Potrebbe appunto cominciare la politica votando in forma bipartisan proposte che entrambi gli schieramenti hanno avanzato per anni lasciandole lettera morta: la riduzione del numero di parlamentari, consiglieri e assessori regionali e comunali e relativi stipendi, il dimezzamento ex lege dei rimborsi elettorali sulla base della media UE, l’obbligo di pubblicità e trasparenza dei bilanci dei partiti, la differenziazione dei compiti delle due Camere (inserendo la rappresentatività delle Regioni), l’ abolizione delle province (all’inizio erano solo 59; oggi sono più di 110), la Riforma dei Regolamenti parlamentari, con incremento delle opportunità di convocare commissioni in sede legislativa e corsie ‘preferenziali’ per i disegni di legge di provenienza governativa.
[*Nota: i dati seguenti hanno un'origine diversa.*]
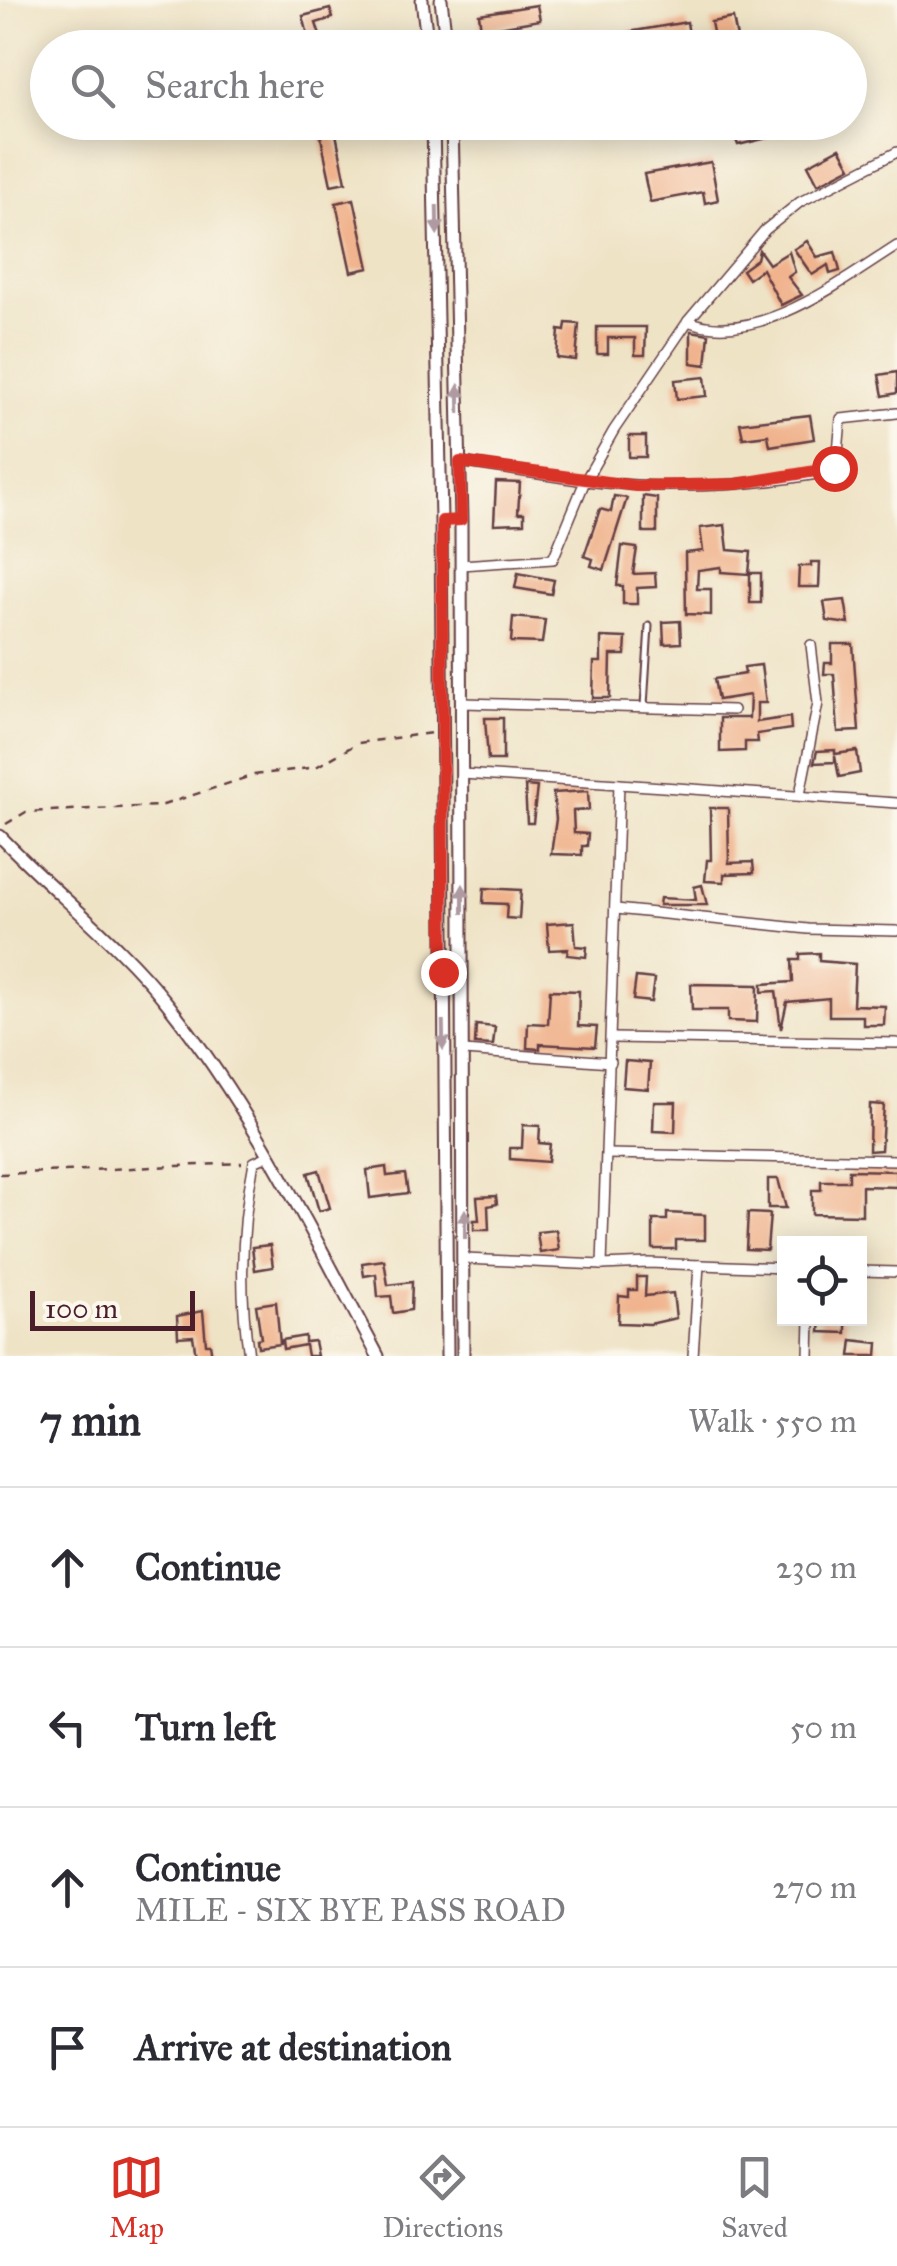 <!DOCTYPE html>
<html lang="en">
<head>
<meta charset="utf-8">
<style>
  body { margin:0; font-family:"IM FELL Great Primer",serif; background:#f7f7f7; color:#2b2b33 }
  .controls { position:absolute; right:30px; bottom:30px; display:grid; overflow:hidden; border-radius:0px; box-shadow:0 5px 25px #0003 }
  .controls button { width:90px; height:90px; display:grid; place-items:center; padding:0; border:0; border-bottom:2px solid #e1e1e2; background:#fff; color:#2b2b33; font:50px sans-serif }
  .scale { position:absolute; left:30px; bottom:25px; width:165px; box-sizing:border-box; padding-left:10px; border:5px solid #4a1f2b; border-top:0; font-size:28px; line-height:35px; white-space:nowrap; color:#4a1f2b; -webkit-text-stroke:8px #fbf7ec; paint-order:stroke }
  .stop { position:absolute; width:30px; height:30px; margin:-22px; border:8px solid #d93025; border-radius:50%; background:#fff }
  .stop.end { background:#d93025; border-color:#fff; box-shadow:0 2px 10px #0008 }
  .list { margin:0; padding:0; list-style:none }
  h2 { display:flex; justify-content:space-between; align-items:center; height:130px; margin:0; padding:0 40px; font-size:42px }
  h2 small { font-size:32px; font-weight:400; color:#7c7c81 }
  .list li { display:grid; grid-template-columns:65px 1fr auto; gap:30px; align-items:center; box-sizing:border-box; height:160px; padding:0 40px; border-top:2px solid #e1e1e2 }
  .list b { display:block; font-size:38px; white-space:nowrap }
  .list p { margin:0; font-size:32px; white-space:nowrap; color:#7c7c81 }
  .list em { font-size:32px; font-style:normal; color:#7c7c81 }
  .icon { flex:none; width:55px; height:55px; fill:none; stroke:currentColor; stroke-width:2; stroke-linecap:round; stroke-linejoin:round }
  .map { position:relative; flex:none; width:897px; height:1356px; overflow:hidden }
  .search { position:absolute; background:#fff; box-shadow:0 5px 25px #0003; left:30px; right:30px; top:30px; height:110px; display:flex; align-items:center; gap:25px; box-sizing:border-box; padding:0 35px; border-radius:55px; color:#7c7c81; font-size:38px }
  .sheet { height:770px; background:#fff }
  nav { display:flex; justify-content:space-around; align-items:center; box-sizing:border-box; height:140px; border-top:2px solid #e1e1e2; background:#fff; font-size:28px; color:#7c7c81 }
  nav a { display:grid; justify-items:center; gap:5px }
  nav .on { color:#d93025 }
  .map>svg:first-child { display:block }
  .building { fill:#f0b38d }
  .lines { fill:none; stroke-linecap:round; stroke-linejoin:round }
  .service-casing { stroke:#633c42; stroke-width:9 }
  .minor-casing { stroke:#633c42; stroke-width:12 }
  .tertiary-casing { stroke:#633c42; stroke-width:15 }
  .path { stroke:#633c42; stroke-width:2.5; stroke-dasharray:8 8; stroke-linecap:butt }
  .service { stroke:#fff; stroke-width:5 }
  .minor { stroke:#fff; stroke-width:9 }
  .tertiary { stroke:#fff; stroke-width:11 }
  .oneway { fill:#ae9aa0 }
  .route { stroke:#d93025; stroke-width:12 }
</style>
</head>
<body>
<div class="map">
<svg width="897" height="1356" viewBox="0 0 897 1356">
  <rect width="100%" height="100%" fill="#fbf7ec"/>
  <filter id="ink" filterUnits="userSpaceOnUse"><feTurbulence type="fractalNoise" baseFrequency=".01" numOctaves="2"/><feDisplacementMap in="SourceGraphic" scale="20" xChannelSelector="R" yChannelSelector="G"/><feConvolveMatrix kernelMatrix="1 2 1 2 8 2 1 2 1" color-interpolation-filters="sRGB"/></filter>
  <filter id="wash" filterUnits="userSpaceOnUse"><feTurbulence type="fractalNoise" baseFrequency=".0048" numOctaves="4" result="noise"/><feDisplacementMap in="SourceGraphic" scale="40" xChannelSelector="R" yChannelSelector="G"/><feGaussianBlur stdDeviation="2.25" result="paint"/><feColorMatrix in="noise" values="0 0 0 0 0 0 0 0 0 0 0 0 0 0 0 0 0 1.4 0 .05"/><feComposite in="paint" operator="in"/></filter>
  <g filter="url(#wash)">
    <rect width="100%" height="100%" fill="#efe3c6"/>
    <g id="blocks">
      <g class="building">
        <path d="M537 5 540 20 481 30 479 14Z"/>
        <path d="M330 9 333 18 316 23 322 42 311 46 303 16Z"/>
        <path d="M733 18 739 48H716L711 22Z"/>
        <path d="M687 22 691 48H620L617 34Z"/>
        <path d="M729 122H816L817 126 738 145Z"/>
        <path d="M335 129 346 182 331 185 320 133Z"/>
        <path d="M840 148 851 167 818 184 808 165Z"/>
        <path d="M711 162 718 200 705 203 703 192 650 202 644 174Z"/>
        <path d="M354 199 369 268 351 272 336 203Z"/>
        <path d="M807 241 817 257 835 252 840 271 830 274 828 265 812 275 794 249Z"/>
        <path d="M759 250 769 264 789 252 795 272 788 277 802 295 781 305 762 269 748 279 742 270 757 259Z"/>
        <path d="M566 323 579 324 576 360 557 358 559 330 565 331Z"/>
        <path d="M597 327H646L645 355H635V338H608V354H597Z"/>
        <path d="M691 331 709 334 706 365 691 363Z"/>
        <path d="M897 372V393L883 396 879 375Z"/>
        <path d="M705 377 707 396 677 399 675 380Z"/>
        <path d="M810 415 814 439 770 446 768 435 743 438 740 423Z"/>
        <rect x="629" y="436" width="17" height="21"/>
        <path d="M496 482 520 483 518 513H524V523L494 524Z"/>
        <path d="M614 496 627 498 604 570 591 566 593 559 584 556 600 509 611 512Z"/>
        <path d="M643 496 657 498V532H643Z"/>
        <path d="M725 525 728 550 751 552 749 574 721 572V567L698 570 697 589H711V615L686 614 685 553 703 551 700 528Z"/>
        <path d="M622 546 637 548 633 574 655 573 656 587 637 588V604H623V586H617Z"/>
        <path d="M811 562H820L819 587H798L799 566H811Z"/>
        <path d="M518 573 554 580 551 594 515 588Z"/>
        <rect x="750" y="573" width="11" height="30"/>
        <path d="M845 600 849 624 827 621 824 602Z"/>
        <path d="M513 617 545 620 542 643 511 642Z"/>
        <path d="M680 621 681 643 664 644 663 622Z"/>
        <path d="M601 637 626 638 625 655H611L610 698H593L594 662H601Z"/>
        <path d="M832 644H853L859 731 838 732 834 674H824L825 663H832Z"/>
        <path d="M761 665 766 703H757V722L790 717 791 729 757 734 758 742H745V751L720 752V718H749L750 695 718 700 714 679 745 674 744 667Z"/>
        <path d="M485 718H503V760H488Z"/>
        <path d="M835 750V754L857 751 860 773 839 777 835 756V762L814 763 817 751Z"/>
        <path d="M525 786 537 787 533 823H527Z"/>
        <path d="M588 791 589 810 573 811 574 833 588 834 587 846H582V855L551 854 556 819 553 793Z"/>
        <path d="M710 808H728L729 863 753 862 754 873 724 874V882L705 881 707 860H711Z"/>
        <path d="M702 885 707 905H659L660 898 696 900 694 887Z"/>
        <path d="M484 888 521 890 519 919 506 918 507 904 483 903Z"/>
        <path d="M574 922 576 946 587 947 586 957 567 955 568 949 549 950 547 924Z"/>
        <path d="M819 953V961L855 964 853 1005 885 1006 884 1025H863V1016H829V998L787 1002 781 1029 776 991 762 992V984L793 982 792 960H800V954Z"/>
        <path d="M636 977 654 979 651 1002 633 1000Z"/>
        <path d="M691 984 758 985 757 1022 728 1021V1010H692Z"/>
        <path d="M550 990 579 991 578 1026 597 1027 595 1047 540 1044V1049L527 1048 528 1023 548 1024Z"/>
        <path d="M476 1025 495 1027 493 1045 475 1044Z"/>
        <path d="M625 1061 650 1063 648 1089 623 1087Z"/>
        <path d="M654 1102H676L675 1132 653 1131Z"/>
        <path d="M870 1104 884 1105 881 1150 869 1151Z"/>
        <path d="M523 1125 540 1126 539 1143 550 1144 548 1162 510 1159V1148H522Z"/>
        <path d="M386 1167 387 1176 405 1174 408 1193 370 1198 367 1170Z"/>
        <path d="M319 1170 330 1208 319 1211 308 1173Z"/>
        <path d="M849 1170 897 1171V1187L862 1186V1215L812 1214V1190H821V1181H849Z"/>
        <path d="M768 1179H778L786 1208H768Z"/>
        <path d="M496 1196 497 1204 488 1206 489 1230H474V1220H479L477 1197Z"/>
        <path d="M667 1213 705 1215V1240H676V1249H653V1220H667Z"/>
        <path d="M748 1213 770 1214 767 1250 746 1249Z"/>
        <path d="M556 1230 559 1250 540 1253 537 1232Z"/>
        <path d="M270 1245 273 1267 255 1270 252 1247Z"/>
        <path d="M384 1260 388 1285 412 1282 411 1310 393 1313 391 1296 378 1297 376 1274 364 1276 362 1263Z"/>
        <path d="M637 1277H646L645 1296 673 1293 676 1318 650 1324 618 1323 619 1296 629 1297V1290H637Z"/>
        <path d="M276 1302 280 1344 258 1347 257 1339 261 1338 256 1305Z"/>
        <path d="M203 1311 206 1344H210L212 1356H196L193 1336 178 1337 177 1316Z"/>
        <path d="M821 1318H846V1333L820 1332Z"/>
        <path d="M305 1336V1342L314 1341 317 1356H307L305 1345 283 1349 282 1340Z"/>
        <path d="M852 1340 878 1343 877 1356H850Z"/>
      </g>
    </g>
  </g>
  <g filter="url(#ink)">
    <use href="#blocks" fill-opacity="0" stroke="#633c42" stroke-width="2.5"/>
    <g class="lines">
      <defs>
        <g id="service">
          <path d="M453 134 528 122"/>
          <path d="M644 706 649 626"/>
        </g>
        <g id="minor">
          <path d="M897 152 800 202 765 230 688 321 614 430 585 481C666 490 748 487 828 472L837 464 841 419 897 413"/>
          <path d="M688 321C755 348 842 281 897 246"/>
          <path d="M460 462 585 481 553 559 461 565"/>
          <path d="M462 703 733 710"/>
          <path d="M462 774 619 784 602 1265 465 1259"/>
          <path d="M619 784 897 803"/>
          <path d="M800 794 818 703 811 645"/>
          <path d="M616 909 808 929 897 931"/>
          <path d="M612 1038 897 1043"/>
          <path d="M464 1051 611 1062"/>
          <path d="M608 1154 897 1160"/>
          <path d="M602 1265 648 1263 784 1268"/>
          <path d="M860 1271 897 1272"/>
          <path d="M249 1356C239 1292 241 1226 254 1162L270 1155"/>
          <path d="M693 1356 699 1265"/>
          <path d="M809 1356 810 1318"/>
        </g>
        <g id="tertiary">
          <path d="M422 0 428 48"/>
          <path d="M441 0 447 48"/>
          <path d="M433 122 441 521 447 1356"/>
          <path d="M452 122 461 520 463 1356"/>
          <path d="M0 836C54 893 118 941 167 1003 253 1111 313 1235 378 1356"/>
        </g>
      </defs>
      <use href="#service" class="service-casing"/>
      <use href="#minor" class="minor-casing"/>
      <use href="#tertiary" class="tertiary-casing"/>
      <g class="path">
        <path d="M6 824 26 812 160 806 254 775 316 767 358 743 431 733"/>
        <path d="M0 1174 242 1163"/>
      </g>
      <use href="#service" class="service"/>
      <use href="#minor" class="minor"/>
      <use href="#tertiary" class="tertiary"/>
    </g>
    <defs><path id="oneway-solid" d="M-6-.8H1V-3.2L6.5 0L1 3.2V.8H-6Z" transform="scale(2.5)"/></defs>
    <g class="oneway">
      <use href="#oneway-solid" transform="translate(437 220) rotate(89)"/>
      <use href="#oneway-solid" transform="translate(459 399) rotate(-91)"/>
      <use href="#oneway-solid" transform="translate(463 899) rotate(-90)"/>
      <use href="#oneway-solid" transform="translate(443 1035) rotate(89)"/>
      <use href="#oneway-solid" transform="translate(465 1224) rotate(-90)"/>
    </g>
  </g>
  <g class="lines" filter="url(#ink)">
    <path class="route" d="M443 972 442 521 461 520 460 462 636 486 736 484 834 468"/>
  </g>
</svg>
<div class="controls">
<button><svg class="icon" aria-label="locate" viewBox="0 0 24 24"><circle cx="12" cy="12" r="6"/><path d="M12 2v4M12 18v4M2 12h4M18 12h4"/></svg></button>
</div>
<div class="scale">100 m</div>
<div class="stop" style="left:834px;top:468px"></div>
<div class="stop end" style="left:443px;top:972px"></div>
<div class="search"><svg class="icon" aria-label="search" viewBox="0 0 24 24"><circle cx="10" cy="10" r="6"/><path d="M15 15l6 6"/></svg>Search here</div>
</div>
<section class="sheet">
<h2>7 min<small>Walk · 550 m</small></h2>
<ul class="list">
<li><svg class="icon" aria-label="ahead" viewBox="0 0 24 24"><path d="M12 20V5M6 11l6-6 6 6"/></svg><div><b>Continue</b></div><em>230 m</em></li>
<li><svg class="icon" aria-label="left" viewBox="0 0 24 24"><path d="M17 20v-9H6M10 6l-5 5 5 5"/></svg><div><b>Turn left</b></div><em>50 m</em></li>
<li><svg class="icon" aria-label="ahead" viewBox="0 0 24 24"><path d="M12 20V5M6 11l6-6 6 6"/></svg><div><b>Continue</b><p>MILE - SIX BYE PASS ROAD</p></div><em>270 m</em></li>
<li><svg class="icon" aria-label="arrive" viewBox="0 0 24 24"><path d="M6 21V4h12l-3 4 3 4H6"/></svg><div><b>Arrive at destination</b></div></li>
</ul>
</section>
<nav>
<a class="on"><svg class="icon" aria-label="map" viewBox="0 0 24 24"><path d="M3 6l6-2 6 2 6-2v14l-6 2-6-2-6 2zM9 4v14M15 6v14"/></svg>Map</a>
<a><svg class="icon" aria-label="directions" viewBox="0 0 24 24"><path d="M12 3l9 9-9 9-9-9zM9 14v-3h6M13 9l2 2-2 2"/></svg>Directions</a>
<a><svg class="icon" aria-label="saved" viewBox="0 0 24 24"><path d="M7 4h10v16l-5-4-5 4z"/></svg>Saved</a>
</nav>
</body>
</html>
Una politica che chiede a se’ stessa assume l’autorevolezza per chiedere alle altre componenti istituzionali e sociali: alla Pubblica amministrazione, per esempio, di applicare forme di contratto di lavoro atipiche, la riduzione dei distacchi sindacali, l’incremento della potestà disciplinare in capo ai dirigenti; è in grado di chiedere alle Regioni ex lege di provvedere autonomamente allo smaltimento dei rifiuti prodotti nel proprio territorio attraverso la realizzazione di uno o più termovalorizzatori; di proporre alle imprese – a fronte di un auspicata riduzione delle aliquote – un forte impegno nel campo della ricerca, nelle neoassunzioni di under 30 e negli investimenti nel Mezzogiorno; di fare un patto con le famiglie che preveda in cambio di una fiscalità ad hoc con il quoziente familiare, un impegno straordinario nella sfida educativa; di far sì che parta dal servizio radiotelevisivo e comunicativo-pubblicitario una “Rivoluzione dignitaria” attraverso una ridefinizione dei palinsesti TV, degli standard e dei modelli culturali proposti.
È il momento di soluzioni e non di duelli, di un grande sforzo corale, di un clima politico diverso per una seconda grande metamorfosi del Sistema Italia. Per una ricorrenza dei 150 anni realmente performativa.